EXTRACTED RECORDS:

# # # # # # #

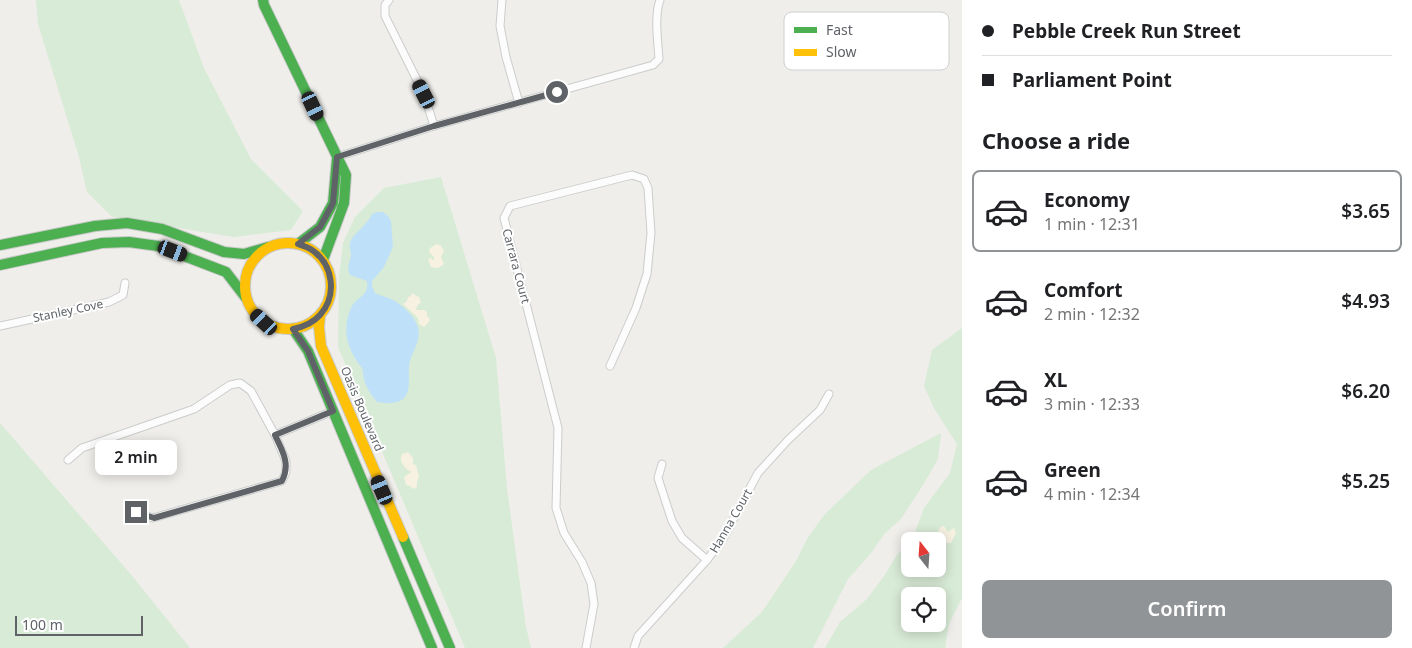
<!DOCTYPE html>
<html lang="en">
<head>
<meta charset="utf-8">
<style>
	body { margin:0; font-family:"Noto Sans",sans-serif; background:#f6f6f6; color:#202124; height:100vh; display:flex; flex-direction:column; font-size:19px; white-space:nowrap }
	* { box-sizing:border-box; margin:0 }
	p { font-size:16px; color:#757577 }
	.icon { flex:none; width:28px; height:28px; fill:none; stroke:currentColor; stroke-width:2; stroke-linecap:round; stroke-linejoin:round }
	.map { position:relative; flex:1; overflow:hidden }
	.sheet { display:flex; flex-direction:column; background:#fff; width:450px }
	.sheet>* { flex:none }
	.banner { display:grid; align-content:center; height:110px; padding:0 20px; background:#fff }
	.needle { width:32px; rotate:343deg }
	.buttons { position:absolute; left:901px; top:532px; display:grid; gap:10px }
	.buttons a { display:grid; place-items:center; width:45px; height:45px; border-radius:8px; background:#fff; box-shadow:0 2px 12px #0003; font-size:25px }
	.scale { position:absolute; left:15px; bottom:12px; width:128px; box-sizing:border-box; padding-left:5px; border:2px solid #5f6368; border-top:0; font-size:14px; line-height:18px; white-space:nowrap; color:#5f6368; -webkit-text-stroke:4px #fff; paint-order:stroke }
	.end { position:absolute; width:22px; height:22px; margin:-11px; border:6px solid #5f6368; background:#fff; box-shadow:0 0 0 2px #fff }
	.from { border-radius:50% }
	.bubble { position:absolute; height:35px; border-radius:8px; background:#fff; box-shadow:0 2px 12px #0003; font-size:16px; font-weight:600; line-height:35px; text-align:center }
	.car { position:absolute; width:15px; height:30px; margin:-15px -8px; border-radius:6px; box-shadow:0 0 4px 1px #0007; background:linear-gradient(#222 24%,#8ab4d8 0 40%,#222 0 76%,#8ab4d8 0 86%,#222 0) }
	.banner b { display:flex; align-items:center; gap:18px; height:48px; font-size:19px }
	.banner b+b { border-top:1px solid #e0e0e0 }
	.banner i { width:12px; height:12px; background:#202124 }
	ul { padding:0; list-style:none }
	li { display:flex; align-items:center; gap:15px; height:82px; margin:0 10px 8px; padding:0 10px; border:2px solid transparent; border-radius:8px }
	li div { flex:1 }
	li b { display:block; font-size:19px }
	li em { font-style:normal; font-weight:600 }
	li.current { border-color:#919496 }
	li>.icon { width:45px; height:45px; stroke-width:1.5 }
	h2 { padding:0 20px; font-size:22px; line-height:60px }
	.button { display:flex; gap:10px; margin-top:auto; padding:10px 20px }
	.button a { flex:1; height:58px; border-radius:8px; background:#919496; color:#fff; font-size:20px; font-weight:600; line-height:58px; text-align:center }
	main { display:flex; flex:1; min-height:0 }
	.map>svg:first-child { display:block }
	.green { fill:#d8ebd6; fill-rule:evenodd }
	.sand { fill:#f6f1e1 }
	.water { fill:#bfe0f9 }
	.lines { fill:none; stroke-linecap:round; stroke-linejoin:round }
	.street-casing { stroke:#cbcccc; stroke-width:9 }
	.fast-casing { stroke:#cacacb; stroke-width:12 }
	.slow-casing { stroke:#cacacb; stroke-width:12 }
	.street { stroke:#fdfcfc; stroke-width:7 }
	.fast { stroke:#4caf50; stroke-width:10 }
	.slow { stroke:#ffc107; stroke-width:10 }
	.route { stroke:#5f6368; stroke-width:6 }
	.labels { text-anchor:middle; stroke-width:4; stroke-linejoin:round; paint-order:stroke }
	.street-label { font-size:12px; fill:#5f6368; stroke:#fff }
	.key { fill:#fff; stroke:#cfd0d2; stroke-width:1 }
	.key-label { font-size:14px; fill:#5f6368 }
</style>
</head>
<body>
<main>
<div class="map">
<svg width="962" height="648" viewBox="0 0 962 648">
	<rect width="100%" height="100%" fill="#efeeea"/>
	<!-- green -->
	<g class="green">
		<polygon points="36,0 179,0 204,68 251,159 303,211 291,230 233,237 112,217 87,192 79,157 38,24"/>
		<polygon points="441,177 496,358 507,489 526,627 531,648 465,648 338,347 339,278 343,243 355,217 384,188"/>
		<path d="M962,328V598L949,624L945,648H825L840,622L867,599L884,576L897,555L909,543L914,535L924,508L950,473L957,444L934,408L924,386L932,350ZM910,541H938V569H910ZM910,596H938V624H910Z"/>
		<polygon points="0,423 133,577 190,648 0,648"/>
		<polygon points="941,433 938,459 923,485 901,519 884,534 872,552 848,579 813,648 723,648 762,612 796,561 807,539 824,515 871,470"/>
	</g>
	<!-- sand -->
	<g class="sand">
		<path d="M437,244L441,246L444,251L441,257L444,264C439,268 437,269 431,267L428,259L432,258V260H434V257L429,252L430,248Z"/>
		<polygon points="411,294 413,294 419,297 421,302 417,306 416,310 424,310 427,312 427,316 430,319 428,323 424,327 419,324 418,318 403,304 407,301 408,297 411,296"/>
		<path d="M408,452L413,458V464L416,465L419,477L417,482V487L413,489L410,486L406,485L404,477L411,472C405,468 398,462 402,454Z"/>
		<polygon points="942,526 944,526 948,532 952,529 954,528 956,533 951,543 945,543 944,545 945,551 941,554 938,551 938,541 931,540 934,536 940,535 938,530"/>
	</g>
	<!-- water -->
	<path class="water" d="M377,212H383L388,216L391,221L393,247L384,267L372,281V286L375,293C381,296 387,297 393,300C403,306 413,314 417,325C422,337 415,347 411,358C408,365 409,374 409,381C409,403 396,405 377,402C372,396 365,386 364,379C363,377 363,374 363,371C362,366 357,363 355,358C345,342 343,324 352,306C358,296 369,296 367,281L350,275C346,267 350,263 351,255C351,250 349,248 350,243C352,235 360,231 365,224C368,221 370,218 372,214Z"/>
	<g class="lines">
		<defs>
			<g id="street">
				<polyline points="389,0 385,5 385,16 424,94 434,126"/>
				<polyline points="502,0 500,26 506,57 519,103"/>
				<path d="M337,157L434,126L653,65L659,59C658,42 654,16 660,0"/>
				<polyline points="0,326 109,302 123,295 125,283"/>
				<polyline points="275,435 333,411"/>
				<polyline points="68,460 82,448 194,409 230,385 240,383 251,391 275,435 286,461 286,472 282,481 153,518 136,512"/>
				<polyline points="662,464 658,478 672,521 682,538 707,560"/>
				<polyline points="586,648 594,604 591,583 582,562 564,533 556,508 558,428 504,218 510,206 632,175 644,179 648,188 651,233 647,274 636,308 610,366"/>
				<polyline points="634,648 638,636 707,560 724,537 758,473 788,440 820,410 829,394"/>
			</g>
			<g id="fast">
				<polyline points="263,0 264,5 346,175 344,203 323,260"/>
				<polyline points="298,244 320,227 333,203 337,158"/>
				<polyline points="0,245 95,226 127,223 162,229 224,252 244,254 268,247"/>
				<polyline points="0,265 102,243 129,242 158,246 226,272 246,298"/>
				<polyline points="293,329 308,351 432,648"/>
				<polyline points="403,537 450,648"/>
			</g>
			<g id="slow">
				<circle cx="288" cy="286" r="43"/>
				<polyline points="320,316 319,327 321,346 403,537"/>
			</g>
		</defs>
		<!-- street casing -->
		<use href="#street" class="street-casing"/>
		<!-- fast casing -->
		<use href="#fast" class="fast-casing"/>
		<!-- slow casing -->
		<use href="#slow" class="slow-casing"/>
		<!-- street -->
		<use href="#street" class="street"/>
		<!-- fast -->
		<use href="#fast" class="fast"/>
		<!-- slow -->
		<use href="#slow" class="slow"/>
	</g>
	<g class="lines">
		<!-- route -->
		<path class="route" d="M136,512L154,518L282,481C291,463 282,451 275,435L333,411L308,351L293,329C303,327 313,323 320,315C337,296 334,265 312,250C308,247 303,246 298,244L320,227L333,203L337,157L434,126L557,92"/>
	</g>
	<g class="labels">
		<!-- street labels -->
		<g class="street-label">
			<text transform="translate(516 266) rotate(75)" y="4">Carrara Court</text>
			<text transform="translate(68 311) rotate(-12)" y="4">Stanley Cove</text>
			<text transform="translate(362 409) rotate(67)" y="4">Oasis Boulevard</text>
			<text transform="translate(731 521) rotate(-60)" y="4">Hanna Court</text>
		</g>
	</g>
	<!-- legend -->
	<rect x="784" y="12" width="165" height="58" rx="8" class="key"/>
	<rect x="794" y="27" width="23" height="6" fill="#4caf50"/>
	<rect x="794" y="49" width="23" height="7" fill="#ffc107"/>
	<g class="key-label">
		<text x="826" y="35">Fast</text>
		<text x="826" y="57">Slow</text>
	</g>
</svg>
<div class="buttons">
<a><svg class="needle" viewBox="-14 -14 28 28"><path d="M0-13l5 13h-10z" fill="#e53935"/><path d="M0 13l5-13h-10z" fill="#757577"/></svg></a>
<a><svg class="icon" aria-label="locate" viewBox="0 0 24 24"><circle cx="12" cy="12" r="6"/><path d="M12 2v4M12 18v4M2 12h4M18 12h4"/></svg></a>
</div>
<div class="scale">100 m</div>
<i class="end from" style="left:557px;top:92px"></i>
<i class="end" style="left:136px;top:512px"></i>
<div class="bubble" style="left:95px;top:440px;width:82px">2 min</div>
<i class="car" style="left:424px;top:94px;rotate:333deg"></i>
<i class="car" style="left:313px;top:106px;rotate:155deg"></i>
<i class="car" style="left:173px;top:251px;rotate:111deg"></i>
<i class="car" style="left:264px;top:322px;rotate:313deg"></i>
<i class="car" style="left:382px;top:490px;rotate:337deg"></i>
</div>
<section class="sheet">
<div class="banner">
<b><i class="from"></i>Pebble Creek Run Street</b>
<b><i></i>Parliament Point</b>
</div>
<h2>Choose a ride</h2>
<ul>
<li class="current"><svg class="icon" aria-label="car" viewBox="0 0 24 24"><path d="M5 17H2v-5l4-1 3-4h7l3 4 3 1v5h-3M9 17h6M6 11h13"/><circle cx="7" cy="17" r="2"/><circle cx="17" cy="17" r="2"/></svg><div><b>Economy</b><p>1 min · 12:31</p></div><em>$3.65</em></li>
<li><svg class="icon" aria-label="car" viewBox="0 0 24 24"><path d="M5 17H2v-5l4-1 3-4h7l3 4 3 1v5h-3M9 17h6M6 11h13"/><circle cx="7" cy="17" r="2"/><circle cx="17" cy="17" r="2"/></svg><div><b>Comfort</b><p>2 min · 12:32</p></div><em>$4.93</em></li>
<li><svg class="icon" aria-label="car" viewBox="0 0 24 24"><path d="M5 17H2v-5l4-1 3-4h7l3 4 3 1v5h-3M9 17h6M6 11h13"/><circle cx="7" cy="17" r="2"/><circle cx="17" cy="17" r="2"/></svg><div><b>XL</b><p>3 min · 12:33</p></div><em>$6.20</em></li>
<li><svg class="icon" aria-label="car" viewBox="0 0 24 24"><path d="M5 17H2v-5l4-1 3-4h7l3 4 3 1v5h-3M9 17h6M6 11h13"/><circle cx="7" cy="17" r="2"/><circle cx="17" cy="17" r="2"/></svg><div><b>Green</b><p>4 min · 12:34</p></div><em>$5.25</em></li>
</ul>
<div class="button"><a>Confirm</a></div>
</section>
</main>
</body>
</html>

# # # # # # #

DIRECTIONS FOR THIS TASK: Could you reproduce, exactly, every line above from the line with "496,358 507,489 526,627" to the line with "385,5 385,16 424,94", and no other line? Both ends count.

ANSWER BELOW:
		<polygon points="441,177 496,358 507,489 526,627 531,648 465,648 338,347 339,278 343,243 355,217 384,188"/>
		<path d="M962,328V598L949,624L945,648H825L840,622L867,599L884,576L897,555L909,543L914,535L924,508L950,473L957,444L934,408L924,386L932,350ZM910,541H938V569H910ZM910,596H938V624H910Z"/>
		<polygon points="0,423 133,577 190,648 0,648"/>
		<polygon points="941,433 938,459 923,485 901,519 884,534 872,552 848,579 813,648 723,648 762,612 796,561 807,539 824,515 871,470"/>
	</g>
	<!-- sand -->
	<g class="sand">
		<path d="M437,244L441,246L444,251L441,257L444,264C439,268 437,269 431,267L428,259L432,258V260H434V257L429,252L430,248Z"/>
		<polygon points="411,294 413,294 419,297 421,302 417,306 416,310 424,310 427,312 427,316 430,319 428,323 424,327 419,324 418,318 403,304 407,301 408,297 411,296"/>
		<path d="M408,452L413,458V464L416,465L419,477L417,482V487L413,489L410,486L406,485L404,477L411,472C405,468 398,462 402,454Z"/>
		<polygon points="942,526 944,526 948,532 952,529 954,528 956,533 951,543 945,543 944,545 945,551 941,554 938,551 938,541 931,540 934,536 940,535 938,530"/>
	</g>
	<!-- water -->
	<path class="water" d="M377,212H383L388,216L391,221L393,247L384,267L372,281V286L375,293C381,296 387,297 393,300C403,306 413,314 417,325C422,337 415,347 411,358C408,365 409,374 409,381C409,403 396,405 377,402C372,396 365,386 364,379C363,377 363,374 363,371C362,366 357,363 355,358C345,342 343,324 352,306C358,296 369,296 367,281L350,275C346,267 350,263 351,255C351,250 349,248 350,243C352,235 360,231 365,224C368,221 370,218 372,214Z"/>
	<g class="lines">
		<defs>
			<g id="street">
				<polyline points="389,0 385,5 385,16 424,94 434,126"/>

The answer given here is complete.